Somewhere out there in the WWW there is a site where the author describes how he managed to wedge a power planer upside down in a wooden box to do exactly what you describe.

Can't find the site anymore, perhaps unfortunately, he was not able to keep it updated with no fingers.

I have seen older 4" jointers at garage sales for $25.00 which would be my choice if it was just for casual work, or do as suggested with the table saw jig.


----------



## Anywhy30 (Dec 2, 2011)

bigone5500 said:


> I was wondering if anyone has ever used an electric planer to make a jointer. I was thinking that I could mount it upside down somehow and run my boards across it.
> 
> My main concern is if the planer is capable of something like this.

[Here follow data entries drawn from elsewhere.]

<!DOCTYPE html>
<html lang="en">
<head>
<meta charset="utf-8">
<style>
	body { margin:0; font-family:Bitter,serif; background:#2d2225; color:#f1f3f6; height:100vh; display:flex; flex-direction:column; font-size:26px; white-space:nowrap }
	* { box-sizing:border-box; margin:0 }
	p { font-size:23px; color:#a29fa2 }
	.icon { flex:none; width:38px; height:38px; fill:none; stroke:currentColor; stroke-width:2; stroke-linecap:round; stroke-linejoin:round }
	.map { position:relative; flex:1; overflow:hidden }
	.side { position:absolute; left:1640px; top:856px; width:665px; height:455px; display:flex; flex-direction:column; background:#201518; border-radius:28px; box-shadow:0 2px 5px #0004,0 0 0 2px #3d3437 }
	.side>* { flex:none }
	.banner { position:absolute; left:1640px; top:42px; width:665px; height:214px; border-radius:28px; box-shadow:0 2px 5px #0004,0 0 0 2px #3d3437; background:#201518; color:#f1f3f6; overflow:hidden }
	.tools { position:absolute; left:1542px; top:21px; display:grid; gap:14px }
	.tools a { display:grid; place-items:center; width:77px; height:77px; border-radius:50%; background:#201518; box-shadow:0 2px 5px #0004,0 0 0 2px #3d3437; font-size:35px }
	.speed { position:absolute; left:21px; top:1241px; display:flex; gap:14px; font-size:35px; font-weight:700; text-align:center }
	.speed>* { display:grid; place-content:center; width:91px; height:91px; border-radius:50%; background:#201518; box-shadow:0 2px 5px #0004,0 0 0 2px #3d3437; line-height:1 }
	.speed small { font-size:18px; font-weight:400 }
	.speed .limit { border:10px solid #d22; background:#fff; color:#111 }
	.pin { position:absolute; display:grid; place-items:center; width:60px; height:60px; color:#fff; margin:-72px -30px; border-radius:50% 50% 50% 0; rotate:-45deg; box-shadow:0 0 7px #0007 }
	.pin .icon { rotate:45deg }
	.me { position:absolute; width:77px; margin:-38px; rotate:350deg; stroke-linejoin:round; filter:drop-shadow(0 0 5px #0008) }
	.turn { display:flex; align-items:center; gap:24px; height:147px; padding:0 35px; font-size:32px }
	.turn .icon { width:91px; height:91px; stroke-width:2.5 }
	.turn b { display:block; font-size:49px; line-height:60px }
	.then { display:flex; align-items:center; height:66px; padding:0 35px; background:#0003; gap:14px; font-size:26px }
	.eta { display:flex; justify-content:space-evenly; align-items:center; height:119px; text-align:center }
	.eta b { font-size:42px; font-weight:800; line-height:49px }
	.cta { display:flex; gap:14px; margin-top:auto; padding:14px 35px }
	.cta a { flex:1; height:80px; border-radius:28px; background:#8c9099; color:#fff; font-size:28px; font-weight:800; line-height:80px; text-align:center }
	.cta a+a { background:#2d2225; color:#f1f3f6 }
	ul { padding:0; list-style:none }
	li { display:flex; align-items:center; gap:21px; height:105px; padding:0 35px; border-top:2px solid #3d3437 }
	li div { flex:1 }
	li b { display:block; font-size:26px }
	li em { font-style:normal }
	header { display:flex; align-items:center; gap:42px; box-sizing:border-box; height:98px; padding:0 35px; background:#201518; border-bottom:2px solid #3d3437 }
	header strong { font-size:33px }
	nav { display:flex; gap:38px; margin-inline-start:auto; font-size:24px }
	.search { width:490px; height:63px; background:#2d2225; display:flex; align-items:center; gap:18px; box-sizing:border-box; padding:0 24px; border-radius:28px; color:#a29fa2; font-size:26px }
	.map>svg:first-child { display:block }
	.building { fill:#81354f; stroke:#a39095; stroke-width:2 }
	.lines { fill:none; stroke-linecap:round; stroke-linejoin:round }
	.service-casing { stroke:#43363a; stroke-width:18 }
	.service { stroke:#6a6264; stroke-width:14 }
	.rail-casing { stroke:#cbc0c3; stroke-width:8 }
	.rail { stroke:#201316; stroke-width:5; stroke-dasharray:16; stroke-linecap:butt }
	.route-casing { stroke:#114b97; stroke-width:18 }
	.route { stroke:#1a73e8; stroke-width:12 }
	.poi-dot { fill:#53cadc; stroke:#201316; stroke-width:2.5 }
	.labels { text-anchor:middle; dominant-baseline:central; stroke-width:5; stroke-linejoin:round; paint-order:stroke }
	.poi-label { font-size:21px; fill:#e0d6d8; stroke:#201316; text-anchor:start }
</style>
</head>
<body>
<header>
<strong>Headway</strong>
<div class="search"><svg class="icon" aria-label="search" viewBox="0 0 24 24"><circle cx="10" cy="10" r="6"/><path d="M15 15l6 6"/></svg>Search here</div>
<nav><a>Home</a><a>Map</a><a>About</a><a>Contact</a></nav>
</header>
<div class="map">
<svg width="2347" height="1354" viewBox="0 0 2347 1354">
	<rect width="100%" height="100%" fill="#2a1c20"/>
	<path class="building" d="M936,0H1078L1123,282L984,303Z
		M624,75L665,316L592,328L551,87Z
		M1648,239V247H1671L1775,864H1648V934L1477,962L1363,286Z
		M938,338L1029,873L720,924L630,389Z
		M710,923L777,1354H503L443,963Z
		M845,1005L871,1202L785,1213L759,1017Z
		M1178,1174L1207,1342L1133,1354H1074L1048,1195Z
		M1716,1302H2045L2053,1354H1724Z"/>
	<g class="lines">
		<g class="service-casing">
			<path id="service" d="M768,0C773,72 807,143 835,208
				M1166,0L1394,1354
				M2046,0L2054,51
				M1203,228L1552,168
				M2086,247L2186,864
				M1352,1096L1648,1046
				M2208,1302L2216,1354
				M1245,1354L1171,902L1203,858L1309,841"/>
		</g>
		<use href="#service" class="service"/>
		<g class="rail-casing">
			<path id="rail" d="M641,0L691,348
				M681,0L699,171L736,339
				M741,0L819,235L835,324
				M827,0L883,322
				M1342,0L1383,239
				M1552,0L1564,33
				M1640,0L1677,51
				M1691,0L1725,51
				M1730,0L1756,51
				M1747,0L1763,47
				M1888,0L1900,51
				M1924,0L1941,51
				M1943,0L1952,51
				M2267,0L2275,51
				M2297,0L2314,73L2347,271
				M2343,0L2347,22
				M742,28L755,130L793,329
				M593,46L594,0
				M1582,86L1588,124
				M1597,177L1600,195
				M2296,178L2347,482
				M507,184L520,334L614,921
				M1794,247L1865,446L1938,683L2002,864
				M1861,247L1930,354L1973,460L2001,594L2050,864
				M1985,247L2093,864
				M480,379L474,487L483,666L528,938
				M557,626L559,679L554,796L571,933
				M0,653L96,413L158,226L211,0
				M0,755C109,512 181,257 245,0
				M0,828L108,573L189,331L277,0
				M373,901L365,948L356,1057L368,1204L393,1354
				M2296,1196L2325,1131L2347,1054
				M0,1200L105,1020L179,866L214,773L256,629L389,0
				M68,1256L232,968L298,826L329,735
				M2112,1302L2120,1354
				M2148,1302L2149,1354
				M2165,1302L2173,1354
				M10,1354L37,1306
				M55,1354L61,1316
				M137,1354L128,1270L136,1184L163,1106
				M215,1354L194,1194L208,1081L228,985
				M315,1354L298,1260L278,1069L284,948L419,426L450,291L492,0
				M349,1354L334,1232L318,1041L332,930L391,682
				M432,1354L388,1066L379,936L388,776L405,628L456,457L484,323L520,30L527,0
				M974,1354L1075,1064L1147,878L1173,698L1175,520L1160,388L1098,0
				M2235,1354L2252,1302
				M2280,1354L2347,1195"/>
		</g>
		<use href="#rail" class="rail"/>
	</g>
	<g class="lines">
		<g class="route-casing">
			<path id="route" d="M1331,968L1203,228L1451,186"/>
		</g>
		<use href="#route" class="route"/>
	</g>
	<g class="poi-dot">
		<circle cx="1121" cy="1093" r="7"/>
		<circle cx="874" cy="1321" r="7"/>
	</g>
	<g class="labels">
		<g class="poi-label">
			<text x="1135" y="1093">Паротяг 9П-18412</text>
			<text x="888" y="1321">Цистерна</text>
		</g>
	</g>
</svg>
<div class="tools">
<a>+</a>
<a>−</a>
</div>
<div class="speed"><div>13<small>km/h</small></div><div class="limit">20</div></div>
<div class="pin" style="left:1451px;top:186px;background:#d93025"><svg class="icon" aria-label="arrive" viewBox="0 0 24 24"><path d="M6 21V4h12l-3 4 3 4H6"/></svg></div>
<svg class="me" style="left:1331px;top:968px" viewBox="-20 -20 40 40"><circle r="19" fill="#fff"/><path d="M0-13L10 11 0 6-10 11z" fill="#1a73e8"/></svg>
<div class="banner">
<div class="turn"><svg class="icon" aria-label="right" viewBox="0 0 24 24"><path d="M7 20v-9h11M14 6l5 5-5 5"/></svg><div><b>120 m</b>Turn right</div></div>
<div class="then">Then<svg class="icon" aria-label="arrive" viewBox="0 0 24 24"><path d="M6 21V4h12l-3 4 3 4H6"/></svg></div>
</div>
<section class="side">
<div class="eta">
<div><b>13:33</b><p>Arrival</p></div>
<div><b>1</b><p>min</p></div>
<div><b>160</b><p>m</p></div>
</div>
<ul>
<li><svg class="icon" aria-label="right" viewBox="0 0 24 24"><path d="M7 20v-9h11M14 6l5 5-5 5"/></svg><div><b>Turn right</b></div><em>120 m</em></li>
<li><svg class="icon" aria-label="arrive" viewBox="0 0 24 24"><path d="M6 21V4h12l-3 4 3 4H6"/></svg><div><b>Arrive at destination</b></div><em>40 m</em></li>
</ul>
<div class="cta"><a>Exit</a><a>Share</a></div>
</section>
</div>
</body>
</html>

I have locked mine upside down in the shop vice.. Only ounce, for nice edges for my sons cedar book shelf.. They say love is blind that way! That might be a better post for another area


----------



## knotscott (Nov 8, 2007)

A hand planer won't be able to face joint a very wide board. If you're planning to skip the face and only do edge jointing, your board won't be perfectly flat, plus edge jointing can easily be done with a router or TS, so I don't see the point of spending the time trying coax a hand planer into service unless the only option you currently have.


----------



## orgelbau (Jun 18, 2014)

This website may provide some answers and ideas...

http://woodgears.ca/jointer/mike/

There are many examples of similar projects that use a 12" portable planer for parts to create a homemade 12" jointer.

If I hadn't just picked up a 10" jointer/planer today, I would consider making one for my shop.


----------